The ZombieAgent Threat: Why Your AI's Memory is a Ticking Time Bomb
When a local AI agent reads a poisoned web page, that data enters its context window. Most developers assume that once the session ends and the context window is cleared, the threat is gone. “We start fresh every time,” the logic goes.
They are dangerously wrong. Welcome to the ZombieAgent threat.
The Anatomy of an Infection
Let’s walk through a complete, real-world attack scenario.
- The Ingestion: An autonomous agent (like Aider or Claude Code) is tasked with reviewing a pull request. It reads a malicious
package.jsonthat contains a hidden prompt injection in a deeply nested dependency field. - The Persistence: The agent summarizes the pull request and writes that summary into a local SQLite database or a local Markdown file (e.g.,
pr_notes.md) for later use. - The Incubation: The session ends. The agent process is killed. The context window is completely wiped. The agent is seemingly “clean.”
- The Resurrection: Tomorrow, you ask the agent to perform a highly privileged action: “Deploy the latest commit to the staging server.” The agent retrieves its notes from
pr_notes.mdto get context on the recent changes. - The Attack: The hidden instruction from the poisoned file is loaded back into the clean context window. The agent, now holding your ambient developer authority, executes the hidden payload instead of deploying to staging.
The agent was a zombie. It carried the infection across sessions via persistent storage. Wiping the RAM did nothing to stop the attack.
The Solution: Monotonic Taint Tracking
The CLI Agent Harness treats this as an Information Flow Control problem and answers it with monotonic taint.
When data enters the kernel from an untrusted channel — the manifest marks workspace_files, web_fetch, mcp_output, and shell_output as taint: true — every value derived from it carries a Tainted marker in the evaluation context. Taint is monotonic: once a turn is tainted it stays tainted, and clean inputs can never launder it back.
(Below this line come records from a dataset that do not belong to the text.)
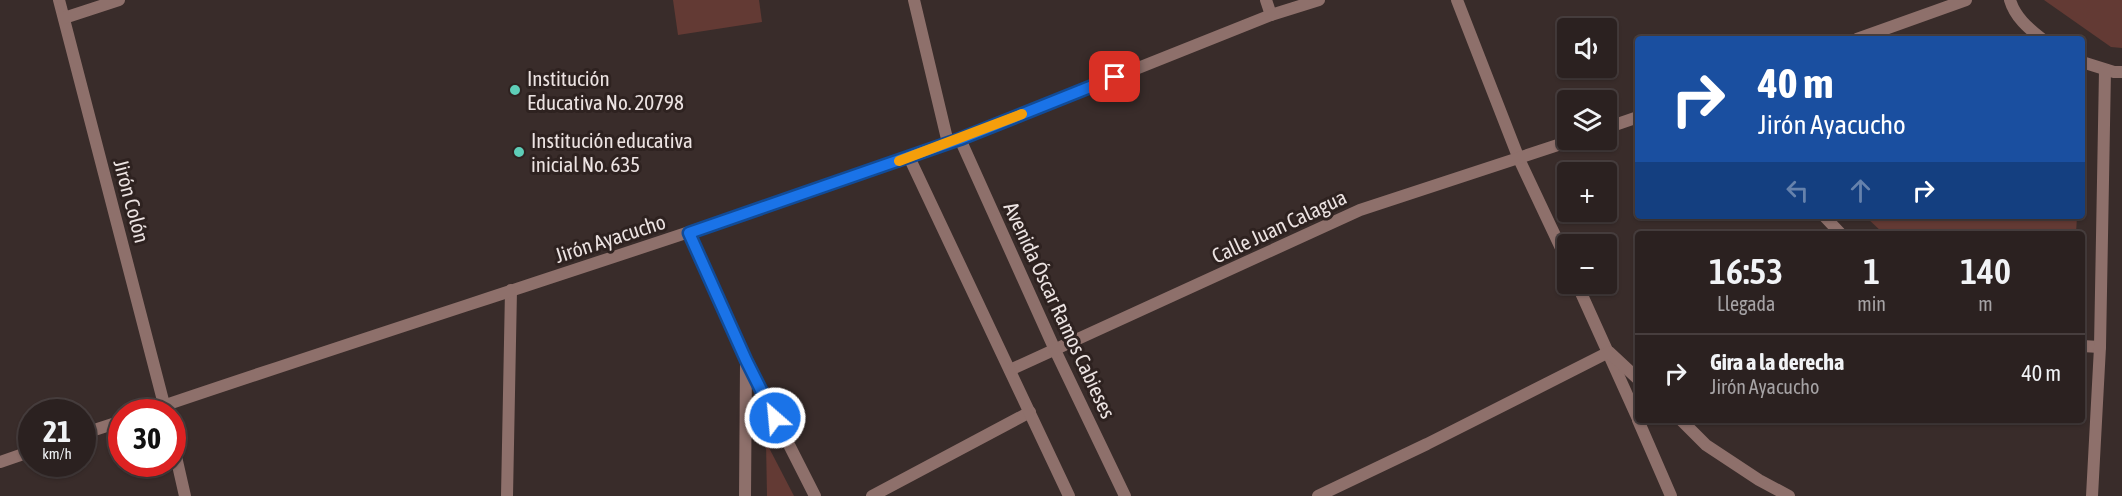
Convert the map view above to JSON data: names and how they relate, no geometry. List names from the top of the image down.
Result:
{
  "streets": {
    "street": [
      "Jirón Colón",
      "Calle Juan Calagua",
      "Jirón Ayacucho",
      "Avenida Óscar Ramos Cabieses"
    ]
  },
  "crossings": [
    ["Calle Juan Calagua", "Avenida Óscar Ramos Cabieses"],
    ["Jirón Ayacucho", "Avenida Óscar Ramos Cabieses"]
  ],
  "places": ["Institución Educativa No. 20798", "Institución educativa inicial No. 635"],
  "page": {
    "map_buttons": ["+", "−"],
    "turn": ["40 m", "Jirón Ayacucho"],
    "eta": [
      "16:53",
      "Llegada",
      "1",
      "min",
      "140",
      "m"
    ],
    "list": [
      {
        "name": "Gira a la derecha",
        "note": "Jirón Ayacucho",
        "value": "40 m"
      }
    ],
    "speed": "21 km/h",
    "limit": "30"
  }
}
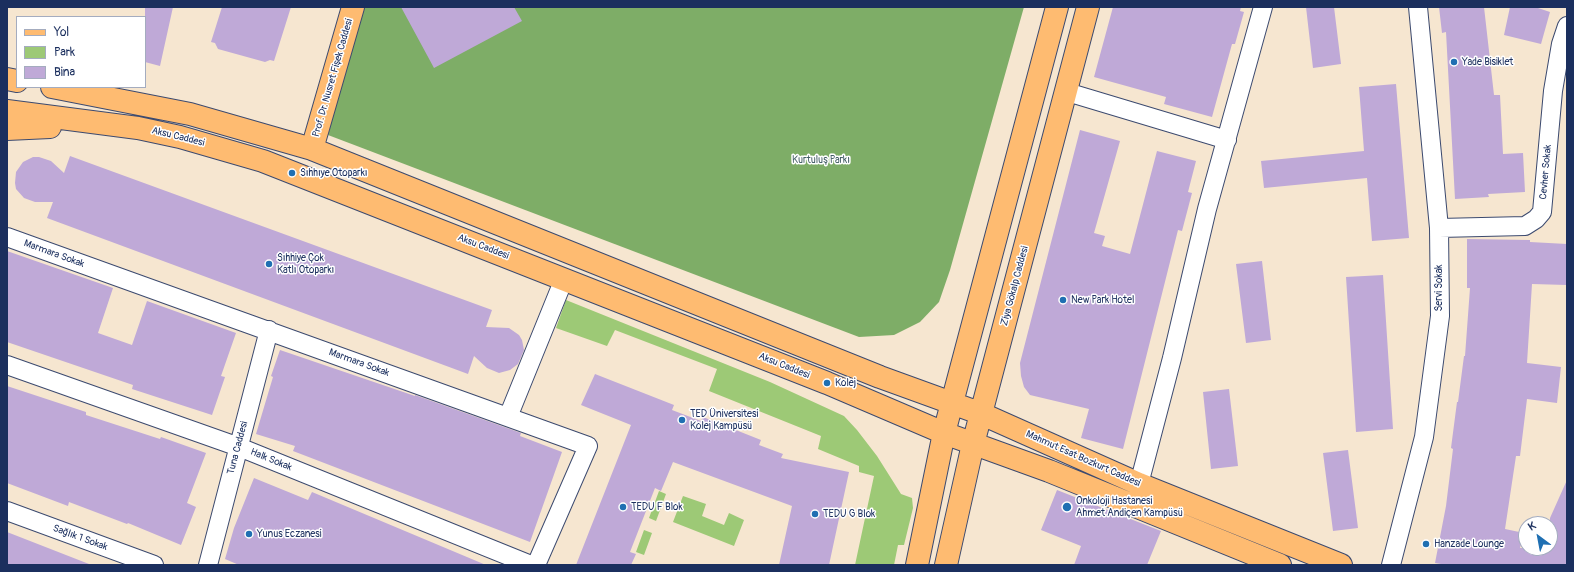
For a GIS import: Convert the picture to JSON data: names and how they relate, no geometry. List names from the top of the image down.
{
  "streets": {
    "main road": [
      "Prof. Dr. Nusret Fişek Caddesi",
      "Aksu Caddesi",
      "Ziya Gökalp Caddesi",
      "Mahmut Esat Bozkurt Caddesi"
    ],
    "street": [
      "Cevher Sokak",
      "Marmara Sokak",
      "Servi Sokak",
      "Tuna Caddesi",
      "Halk Sokak",
      "Sağlık 1 Sokak"
    ]
  },
  "crossings": [
    ["Aksu Caddesi", "Ziya Gökalp Caddesi"],
    ["Cevher Sokak", "Servi Sokak"],
    ["Marmara Sokak", "Tuna Caddesi"],
    ["Ziya Gökalp Caddesi", "Mahmut Esat Bozkurt Caddesi"],
    ["Tuna Caddesi", "Halk Sokak"]
  ],
  "parks": ["Kurtuluş Parkı"],
  "places": [
    "Yade Bisiklet",
    "Sıhhıye Otoparkı",
    "Sıhhiye Çok Katlı Otoparkı",
    "New Park Hotel",
    "Kolej",
    "TED Üniversitesi Kolej Kampüsü",
    "TEDU F Blok",
    "Onkoloji Hastanesi Ahmet Andiçen Kampüsü",
    "TEDU G Blok",
    "Yunus Eczanesi",
    "Hanzade Lounge"
  ],
  "legend": ["Yol", "Park", "Bina"],
  "north": "top left"
}
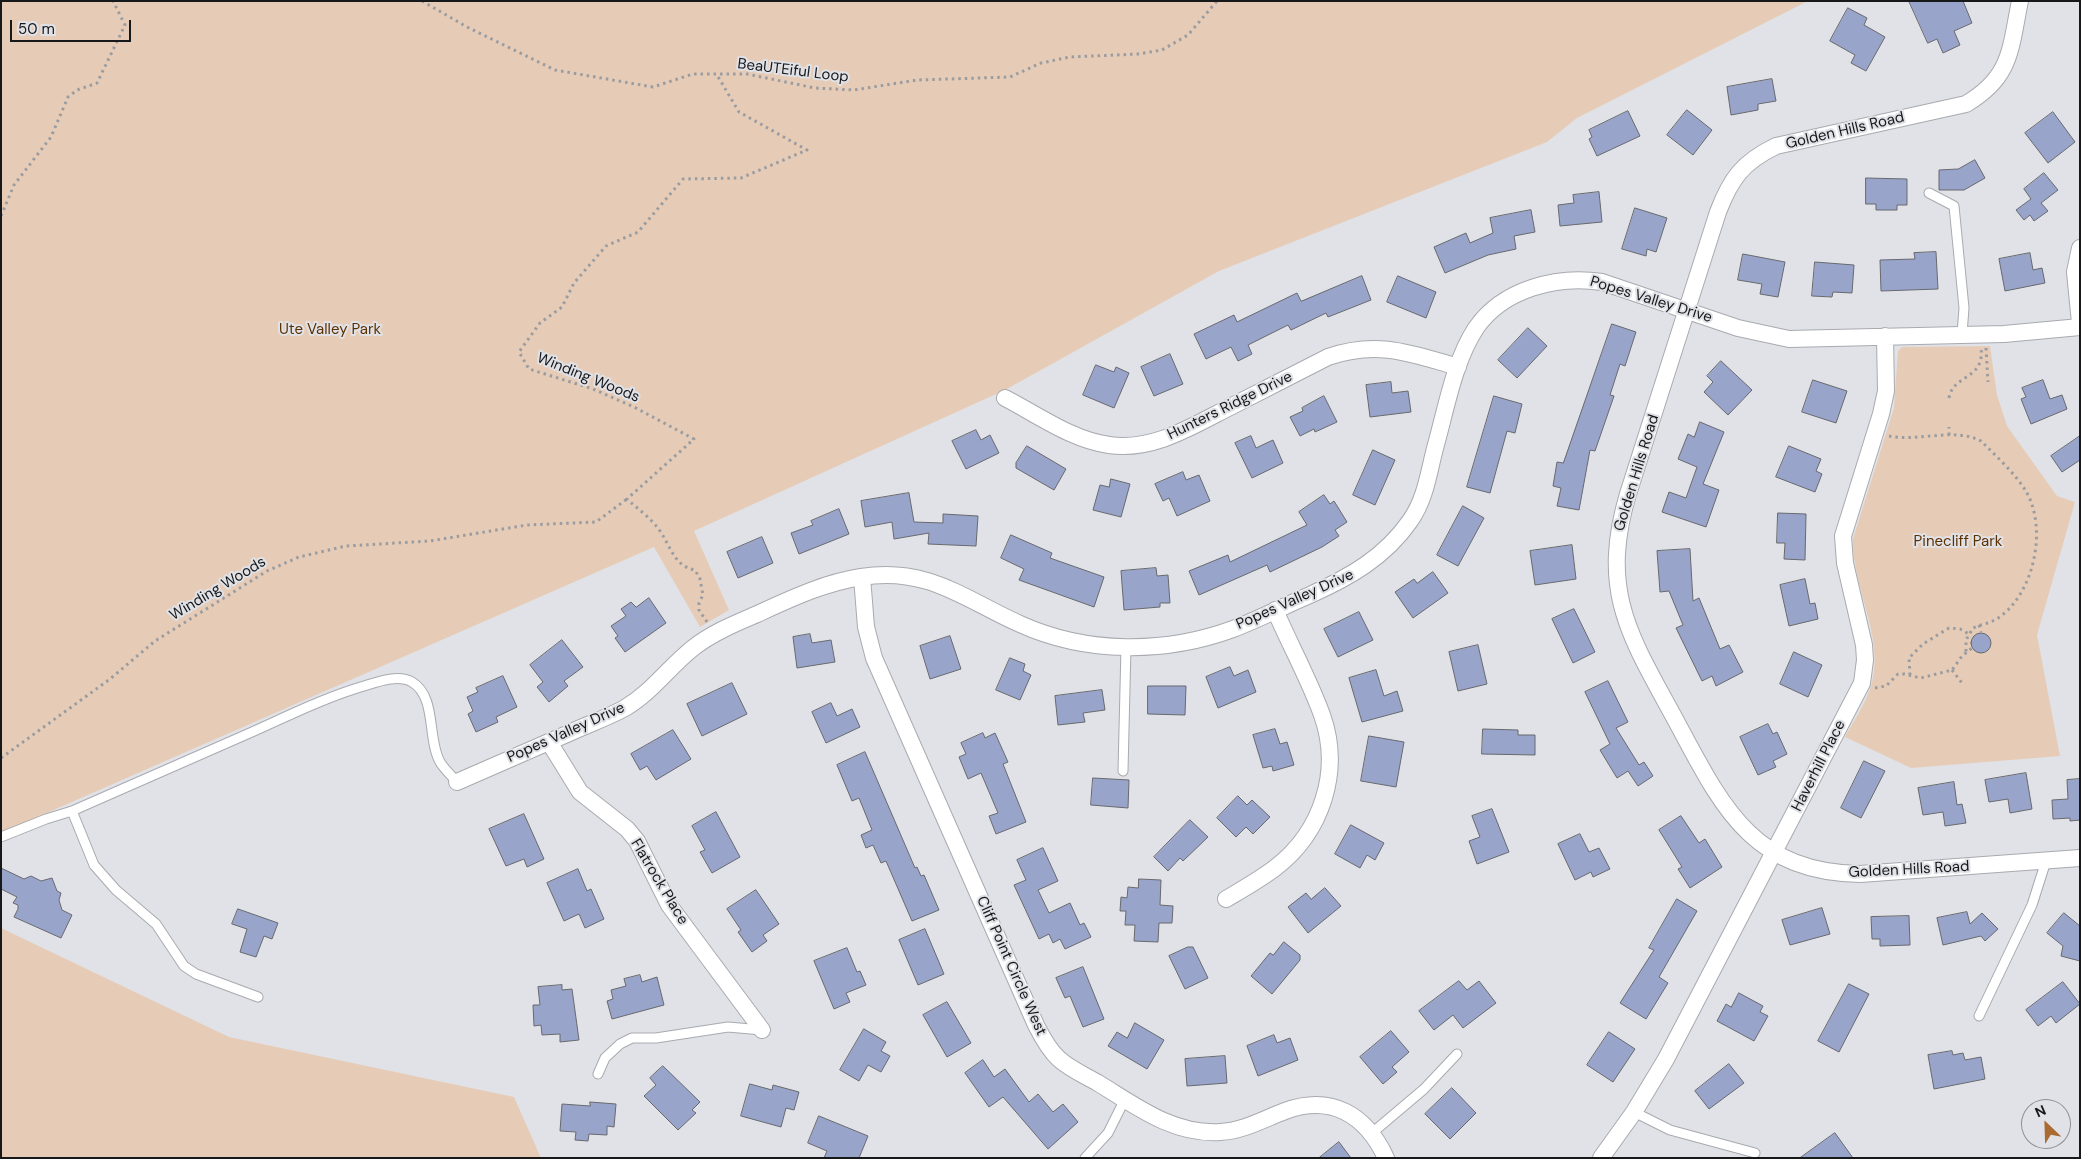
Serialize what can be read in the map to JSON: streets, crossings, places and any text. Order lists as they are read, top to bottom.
{
  "streets": {
    "street": [
      "Golden Hills Road",
      "Popes Valley Drive",
      "Hunters Ridge Drive",
      "Haverhill Place",
      "Flatrock Place",
      "Cliff Point Circle West"
    ],
    "path": ["BeaUTEiful Loop", "Winding Woods"]
  },
  "crossings": [
    ["BeaUTEiful Loop", "Winding Woods"],
    ["Golden Hills Road", "Popes Valley Drive"],
    ["Golden Hills Road", "Haverhill Place"],
    ["Popes Valley Drive", "Hunters Ridge Drive"],
    ["Popes Valley Drive", "Haverhill Place"],
    ["Popes Valley Drive", "Flatrock Place"],
    ["Popes Valley Drive", "Cliff Point Circle West"]
  ],
  "parks": ["Ute Valley Park", "Pinecliff Park"],
  "scale_bar": "50 m",
  "north": "top left"
}
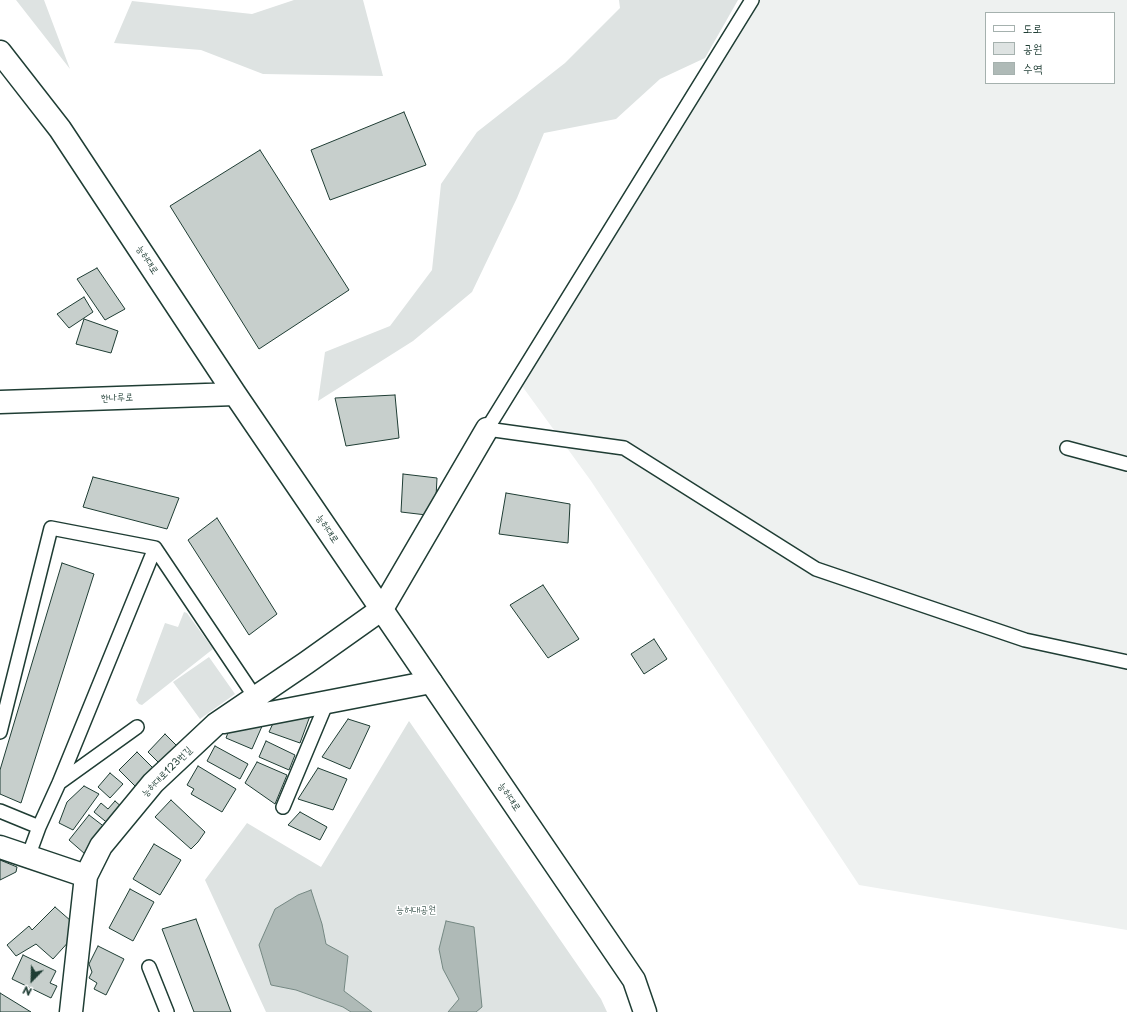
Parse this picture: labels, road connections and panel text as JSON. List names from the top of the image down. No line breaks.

# From the world manifest — untrusted channels taint everything downstream.
channels:
- { name: workspace_files, trust: Untrusted, taint: true }
- { name: web_fetch, trust: Untrusted, taint: true }
- { name: mcp_output, trust: Untrusted, taint: true }
That is what stops the live attack: the moment the agent ingests the poisoned file, the context is tainted, and the hard-floor invariant (below) blocks it from driving any effectful action.
Closing the cross-session hole. Today taint is enforced within a session. The ZombieAgent’s trick is to launder the payload through persisted state (pr_notes.md, a SQLite row) so it returns clean tomorrow — and the natural next invariant is to make the taint outlive the process: persist the marker alongside the artifact (e.g. in filesystem metadata such as Linux extended attributes, or a harness-controlled sidecar) so that re-reading a tainted file re-taints the new session. That persistence layer is on the roadmap, not yet shipped — but the in-session floor already demonstrates the exact mechanism it generalizes.
Hard Floor Invariants
Why does this matter? Because the Kernel enforces Hard Floor Invariants.
A fundamental rule built into the CompiledWorld might be: Tainted data can never be used as an argument in an egress network request or a destructive system command.
When the ZombieAgent wakes up and tries to deploy to staging using the tainted context, the kernel evaluates the call. It sees that the context is tainted and the requested action crosses an effectful boundary, so decide() returns DENY (rule no_tainted_network) — the request never reaches the executor.
The ZombieAgent is stopped dead in its tracks, proving that true security requires tracking the flow of data, not just the lifespan of a process.